Hong Kong’s first NatSec trial, for ‘terrorism’ and ‘secession’, starts, with the defendant to find out whether he can have a jury. Let’s stick our necks out and predict ‘no’. The prosecution get a Lingnan U history professor as a better-red-than-expert witness to say that Tong Ying-kit – who allegedly drove a motorbike with a ‘Liberate HK’ flag into or among a group of cops – was ‘akin to an ancient warrior bearing a war flag, riding a horse to a battle’. The NatSec judges were not especially impressed with Prof Lau’s condescending evidence. More on the historian here.

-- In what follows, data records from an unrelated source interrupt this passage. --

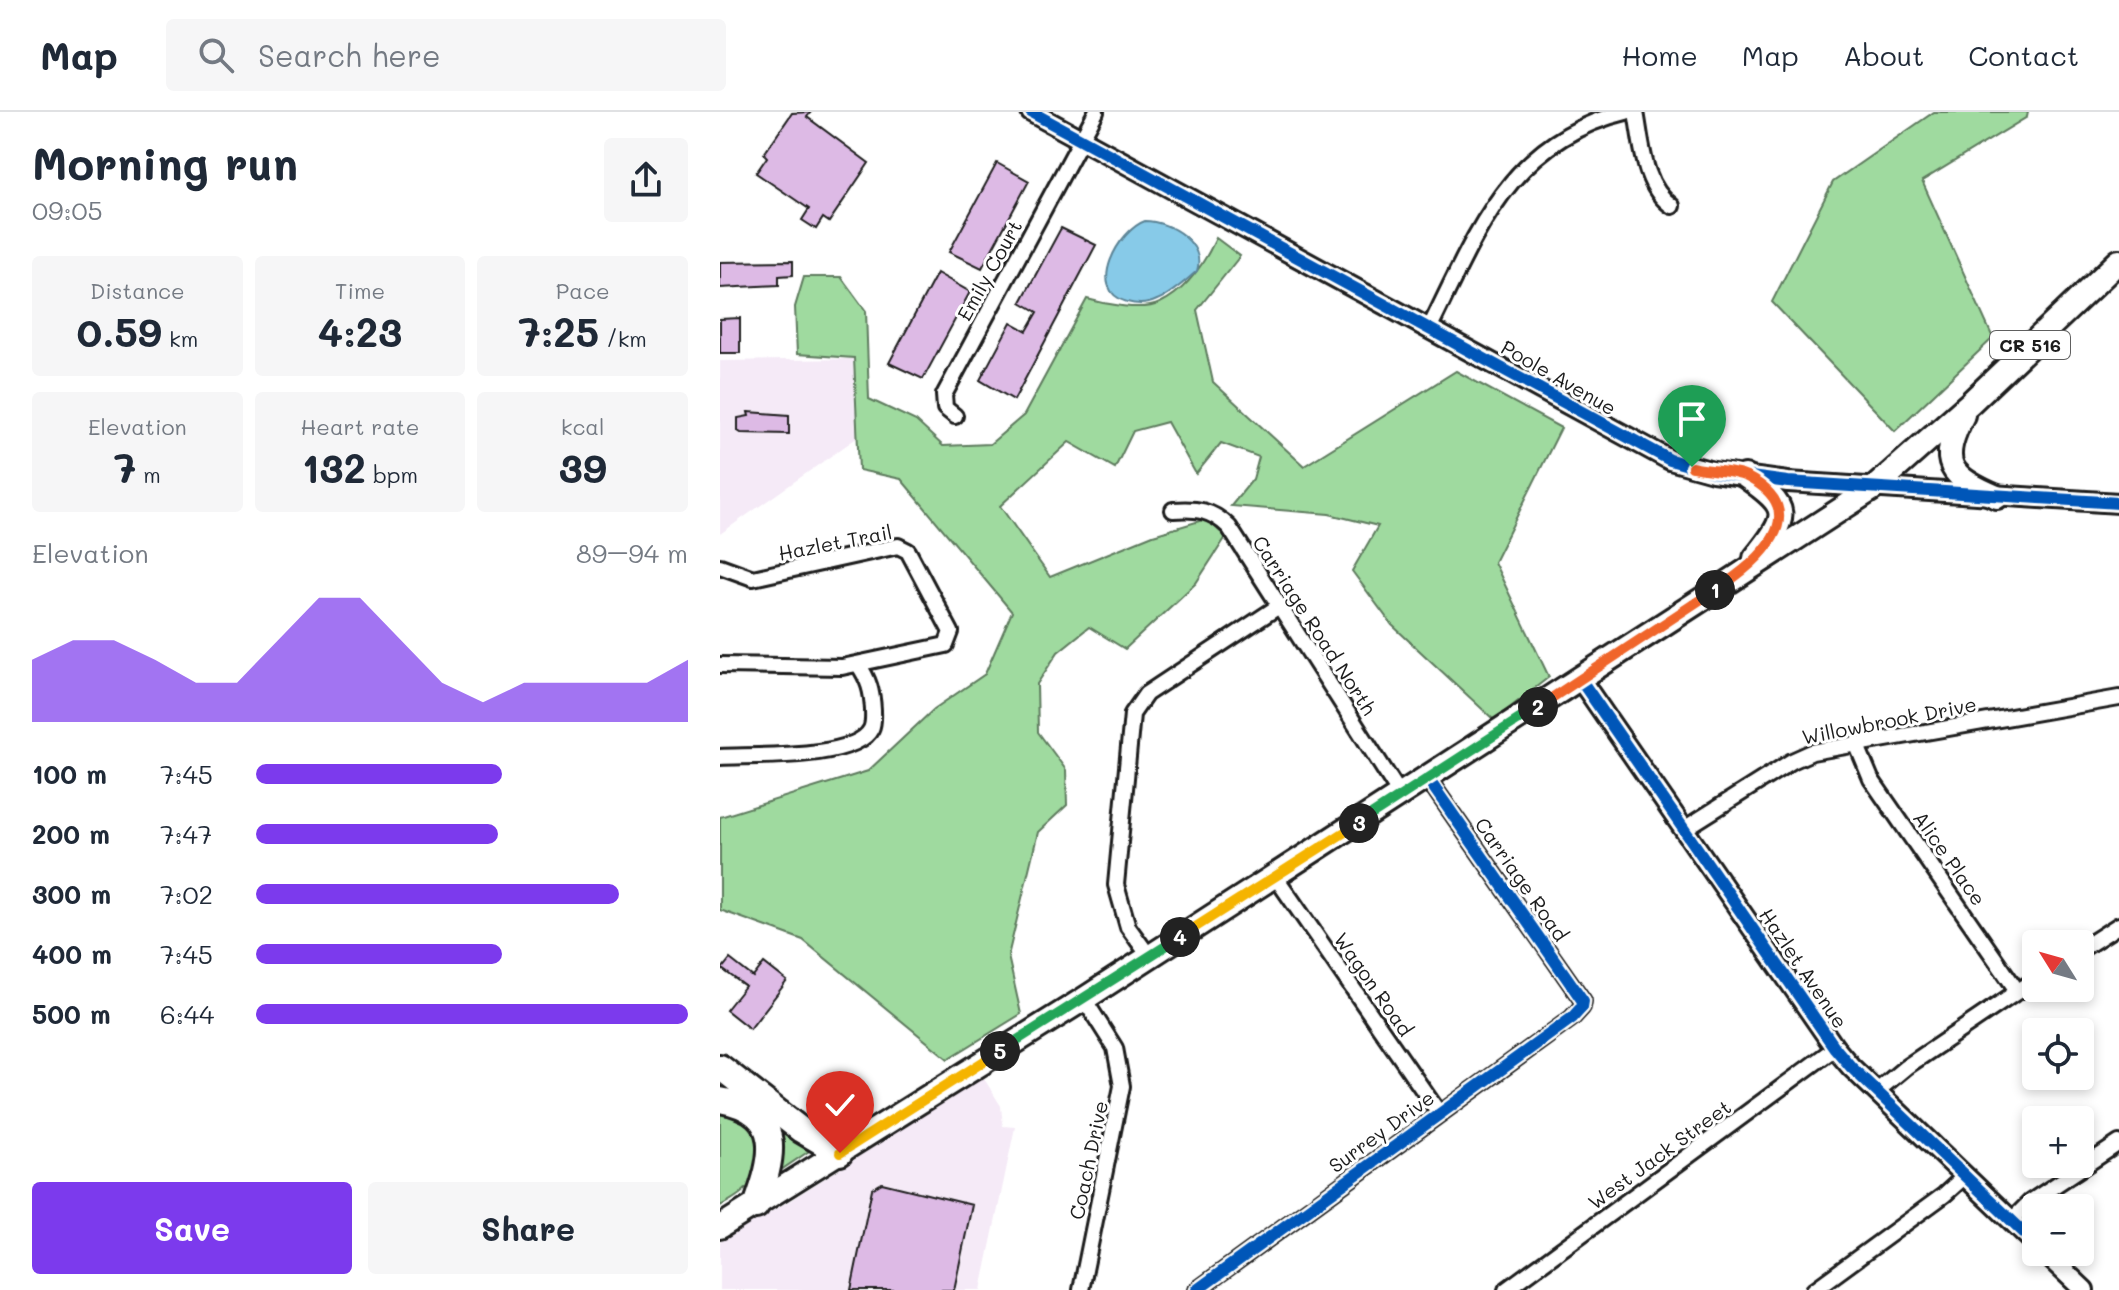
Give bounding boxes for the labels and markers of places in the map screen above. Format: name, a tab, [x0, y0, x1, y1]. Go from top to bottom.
pin	[1658, 385, 1726, 467]
pin: 1	[1695, 570, 1735, 610]
pin: 2	[1518, 687, 1558, 727]
pin: 3	[1339, 803, 1379, 843]
pin: 4	[1160, 917, 1200, 957]
pin: 5	[980, 1031, 1020, 1071]
pin	[806, 1071, 874, 1153]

In ASPI Strategist Keith Richburg goes over the CCP’s suppression of arts and culture in Hong Kong. It’s quite a little list – and they’re just getting started.
On the subject of lists, Hong Kong Watch has updated its record of imprisoned protesters. (How many of these people have you ever met in person? I count at least half a dozen – and I’m not a great socializer.)

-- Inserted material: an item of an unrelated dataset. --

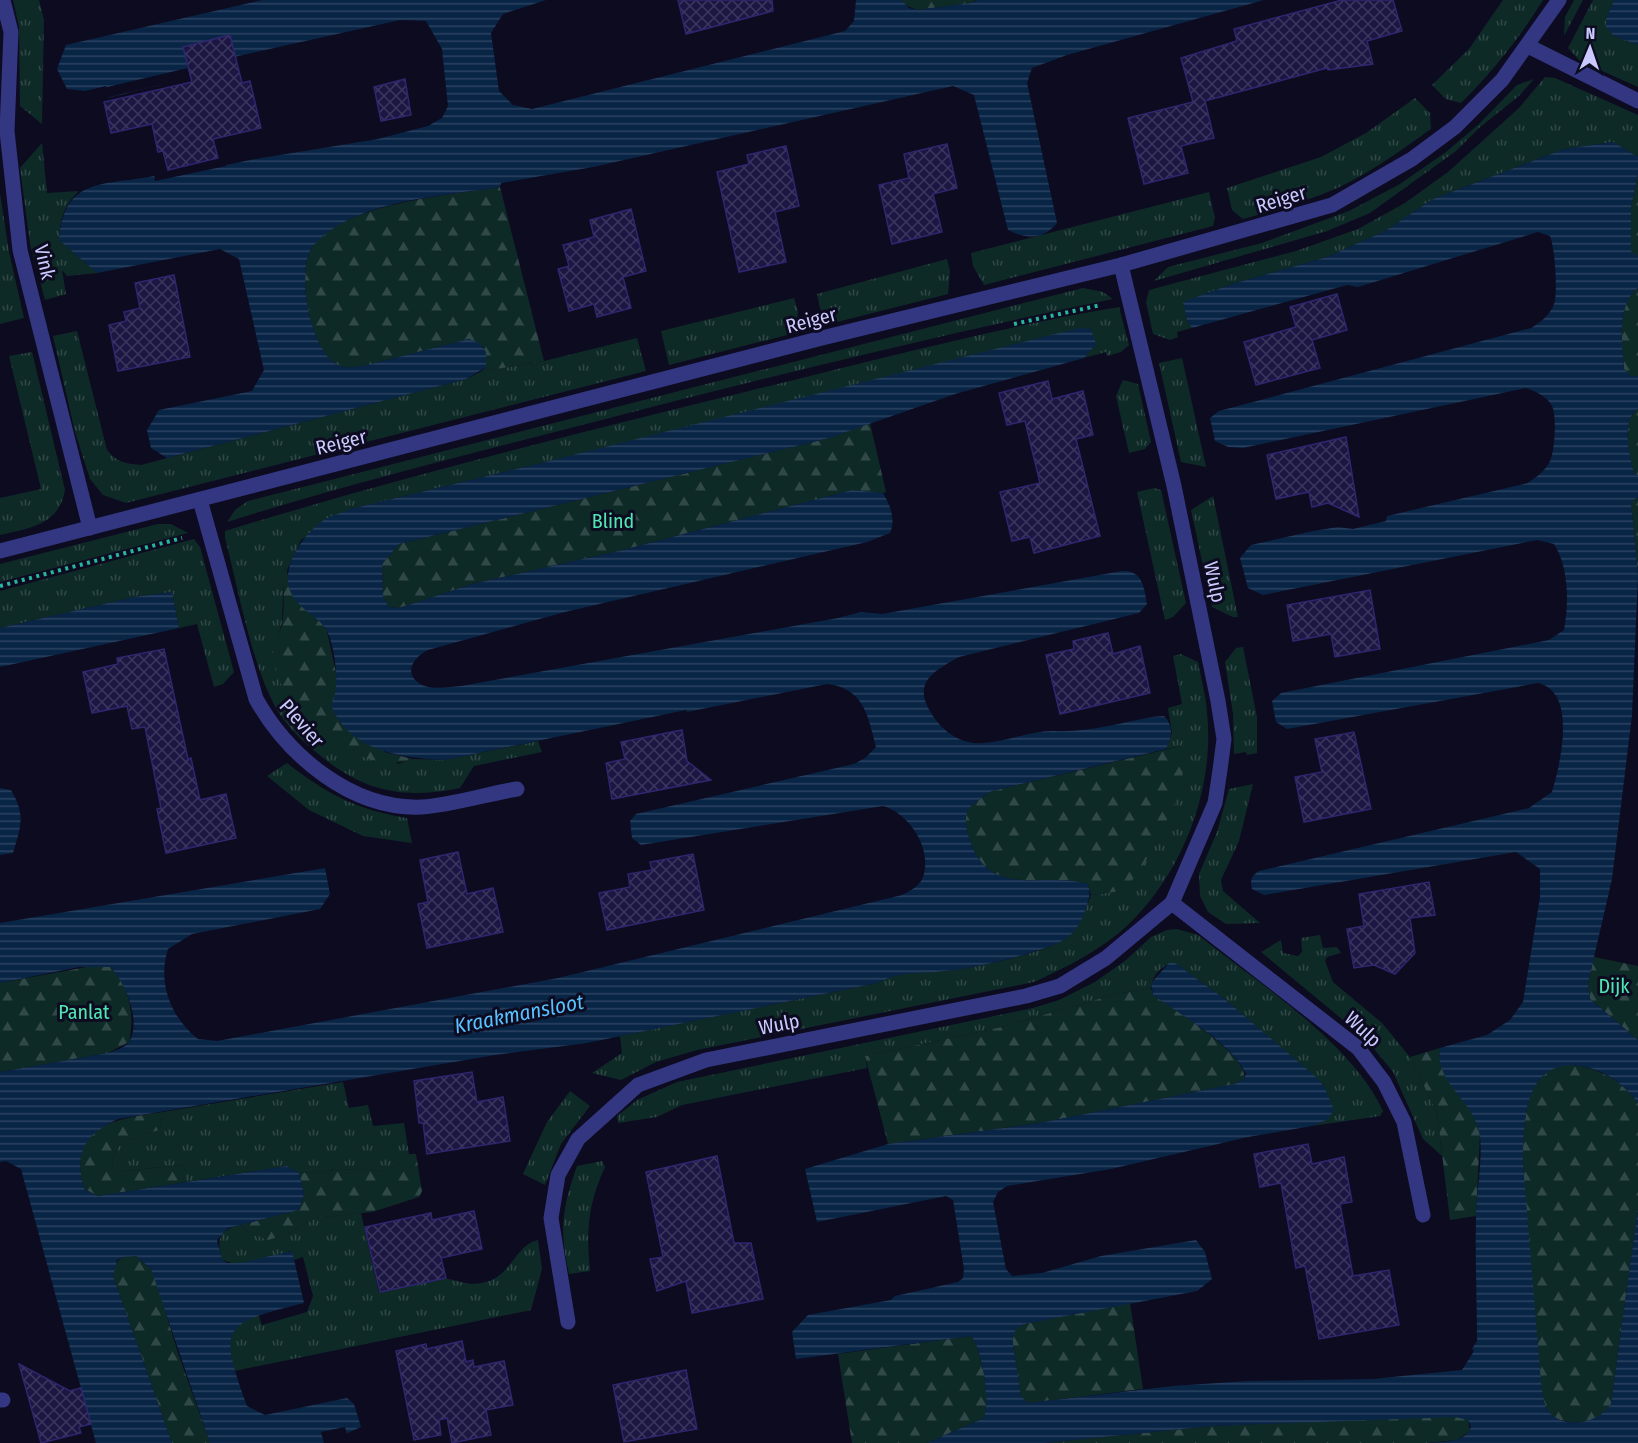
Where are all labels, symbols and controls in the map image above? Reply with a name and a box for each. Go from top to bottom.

What would Lingnan’s historians make of this? The weekend’s Big Read: from China Journal, basically a small-book-size history of Hong Kong from early colonial times, by Aris Teon. It proposes that the CCP takeover has abandoned the popular consensus and liberal values achieved (eventually) by the British. (The piece is 20,000 words, but seems angled towards a global audience and draws on familiar sources – so if you know your Opium Wars to MacLehose, you might want to skip to Chapter 5, or just go straight to the conclusion. Illustrated!)